Question - That the words proposed to be inserted be so inserted (Mr. Ryan’s amendment) - put. The Committee divided.
Majority .. ..12
Question so resolved in the negative.
.- I move -
That the words “ abnormal “ and “ fundamental “ be struck out.
I should be sorry to make a suggestion the tendency of which would be to affect the stability of an award of the Arbitration Court; but the object of the provision is to secure that, in the event of circumstances arising subsequent to the making of an award which affected its justice, opportunity should be given to have the award brought into consonance with justice. To me, the limitations on the Court imposed by the provision as it would be worded were my amendment carried would be quite sufficient. The provision, amended as proposed, would mean that those who came to the Court asking for the variation of an award, or the setting of it aside, on the ground that it was unjust, would have to prove to the satisfaction of the Court that circumstances had arisen since it was made affecting the justice of some term or terms.

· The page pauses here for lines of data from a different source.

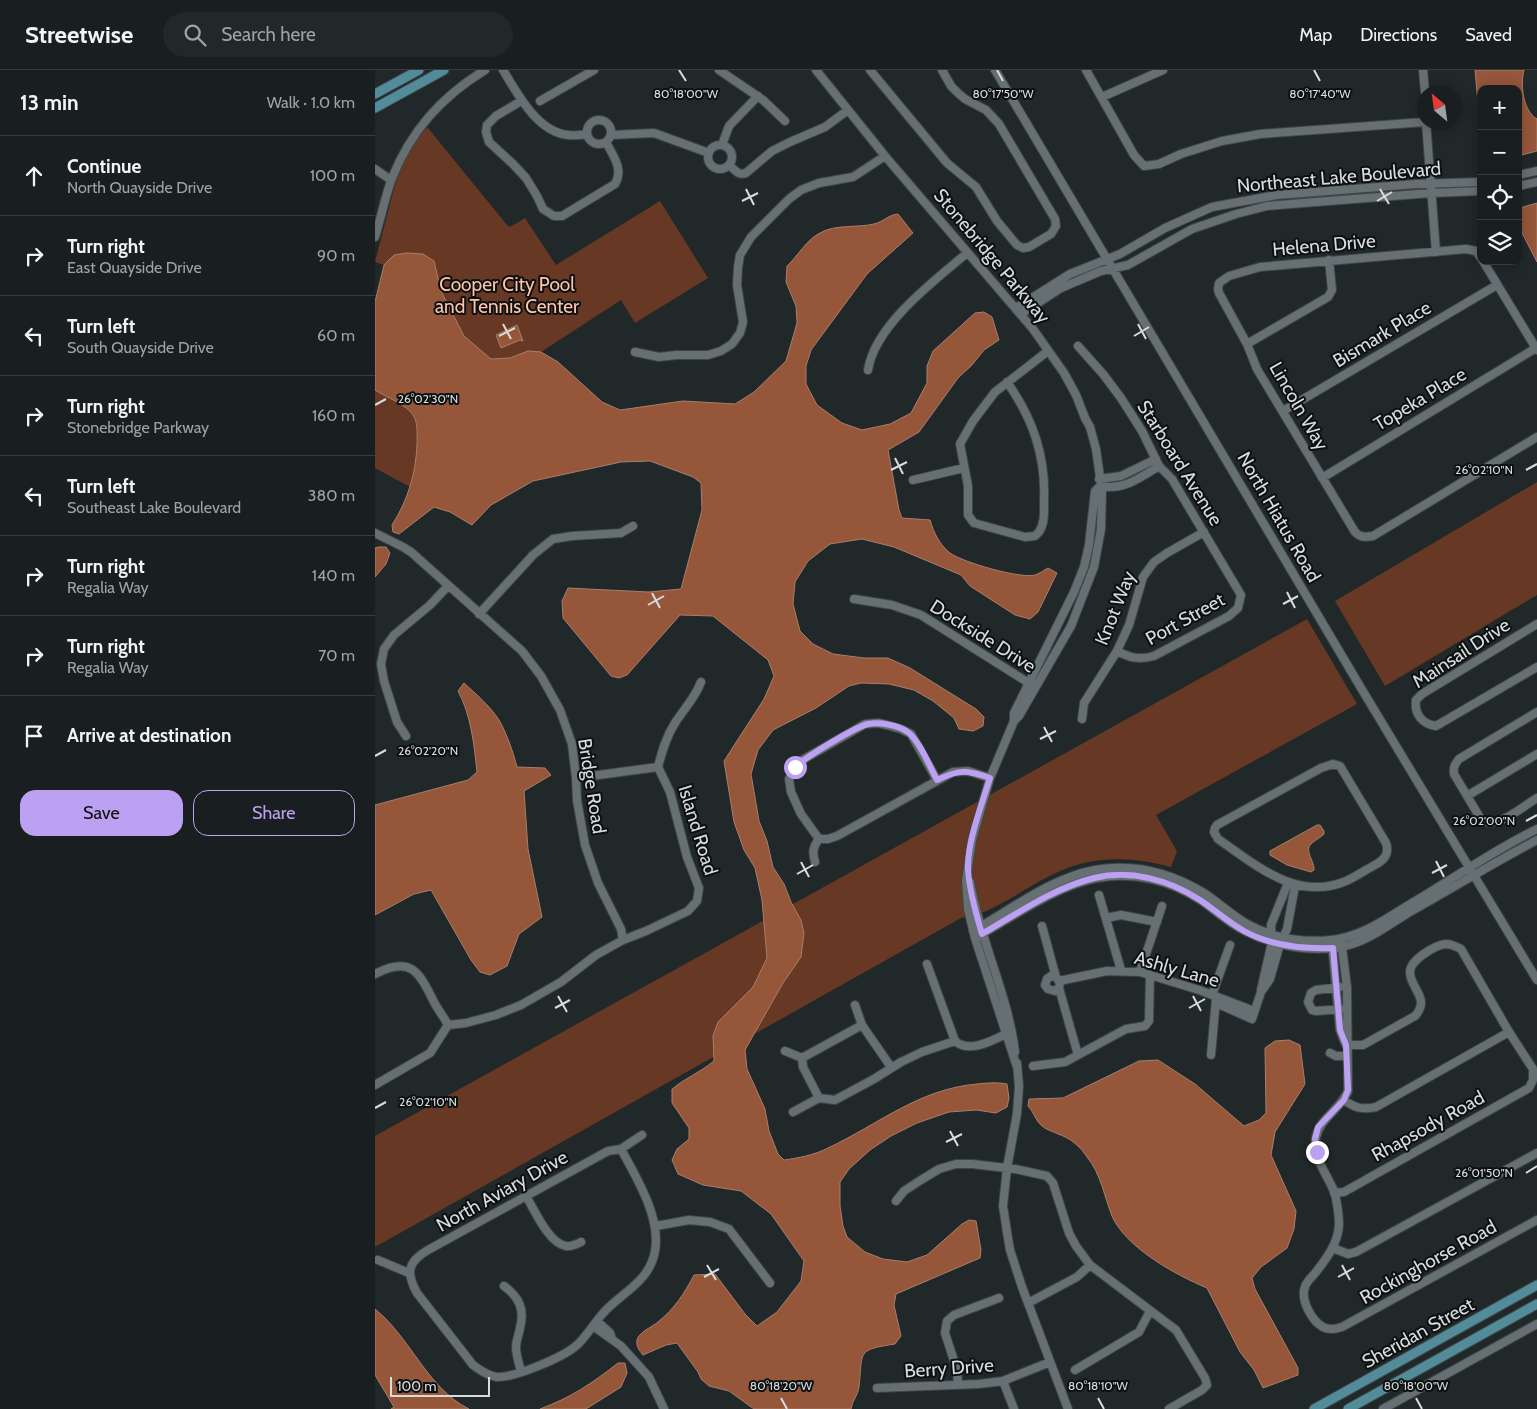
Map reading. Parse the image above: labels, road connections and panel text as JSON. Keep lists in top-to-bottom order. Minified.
{"streets":{"main road":["Sheridan Street"],"street":["Northeast Lake Boulevard","Helena Drive","Stonebridge Parkway","Bismark Place","Topeka Place","Lincoln Way","Starboard Avenue","North Hiatus Road","Knot Way","Port Street","Dockside Drive","Mainsail Drive","Bridge Road","Island Road","Ashly Lane","Rhapsody Road","North Aviary Drive","Rockinghorse Road","Berry Drive"]},"crossings":[["Northeast Lake Boulevard","Stonebridge Parkway"],["Northeast Lake Boulevard","North Hiatus Road"],["Helena Drive","Lincoln Way"],["Stonebridge Parkway","Dockside Drive"],["Stonebridge Parkway","Berry Drive"],["Bismark Place","Lincoln Way"],["Topeka Place","Lincoln Way"],["Starboard Avenue","Knot Way"],["Starboard Avenue","Port Street"],["Knot Way","Port Street"],["Bridge Road","Island Road"]],"parks":["Cooper City Pool and Tennis Center"],"scale_bar":"100 m","north":"top left","page":{"header":"Streetwise","search":"Search here","nav":["Map","Directions","Saved"],"heading":["13 min","Walk · 1.0 km"],"map_buttons":["+","−"],"list":[["Continue","North Quayside Drive","100 m"],["Turn right","East Quayside Drive","90 m"],["Turn left","South Quayside Drive","60 m"],["Turn right","Stonebridge Parkway","160 m"],["Turn left","Southeast Lake Boulevard","380 m"],["Turn right","Regalia Way","140 m"],["Turn right","Regalia Way","70 m"],"Arrive at destination"],"buttons":["Save","Share"],"scale":"100 m"},"coordinates":["80°18'00\"W","80°17'50\"W","80°17'40\"W","26°02'30\"N","26°02'10\"N","26°02'20\"N","26°02'00\"N","26°01'50\"N","80°18'20\"W","80°18'10\"W"]}
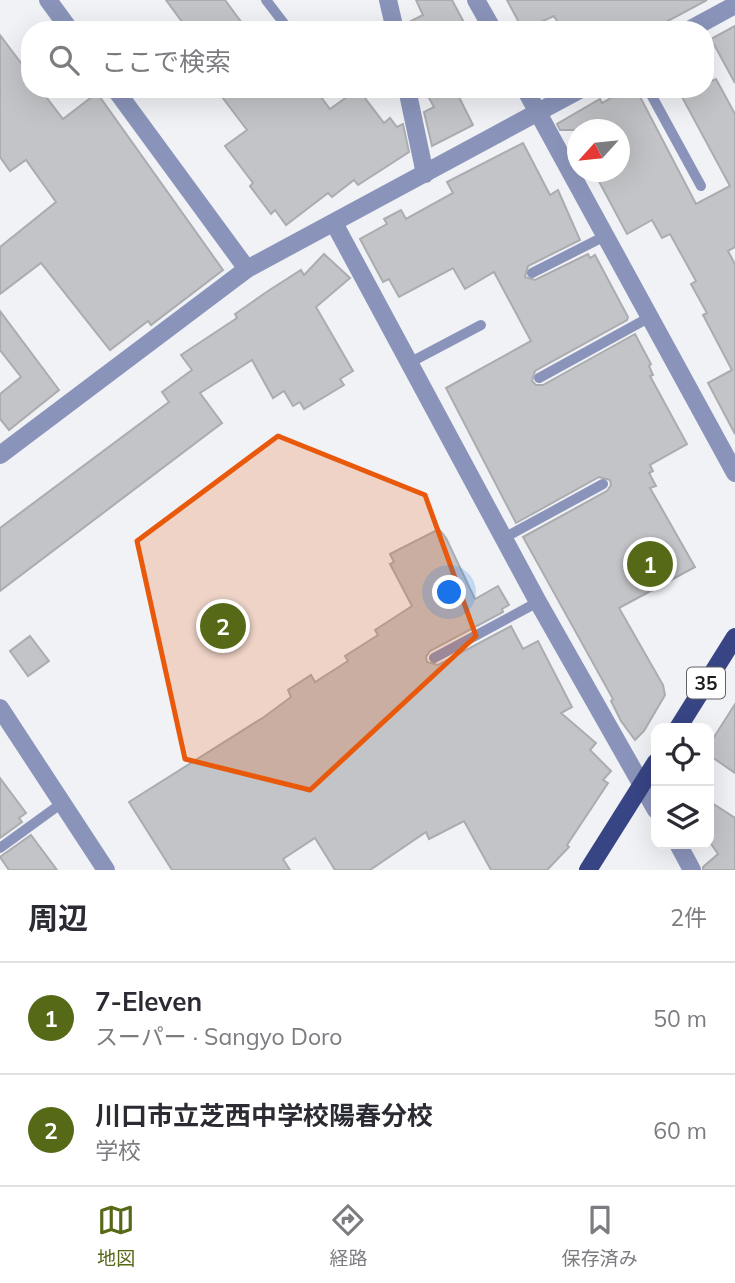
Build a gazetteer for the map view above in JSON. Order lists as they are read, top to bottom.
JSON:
{
  "streets": {
    "main road": ["35"]
  },
  "north": "bottom left",
  "page": {
    "search": "ここで検索",
    "pins": ["1", "2"],
    "heading": ["周辺", "2件"],
    "list": [
      {
        "mark": "1",
        "name": "7-Eleven",
        "note": "スーパー · Sangyo Doro",
        "value": "50 m"
      },
      {
        "mark": "2",
        "name": "川口市立芝西中学校陽春分校",
        "note": "学校",
        "value": "60 m"
      }
    ],
    "nav": ["地図", "経路", "保存済み"]
  }
}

– No matter how trifling ?
– The Court would not listen to a trifling application.
– But such applications would be made.
– We must look at this matter from a practical point pf view. No Court that had taken into consideration all the existing circumstances and had based its award on them would listen to any trivial suggestion for its amendment. Such a suggestion would ask the Court to stultify itself, which any Court would be slow to do. I feel that in the interests of justice we should make the wording of every section as simple and understandable as possible. I can conceive of all kinds of discussion about the meaning of the word “ abnormal “ if a case came before the Court for decision on the wording of the clause as it stands. . As to the word “ fundamental,” if I were the Judge of a Court before which an application was made for the variation of an award, and if those making the application satisfied me that circumstances had arisen since the award was made that affected the justice of any term or terms. that is all the warrant I would require for varying it so as to make it just. I see no difference between justice and fundamental justice.
– If the amendment were agreed to, the clause would have practically the same effect as df it had been amended in the way proposed by the honorable member for West Sydney (Mr. Ryan).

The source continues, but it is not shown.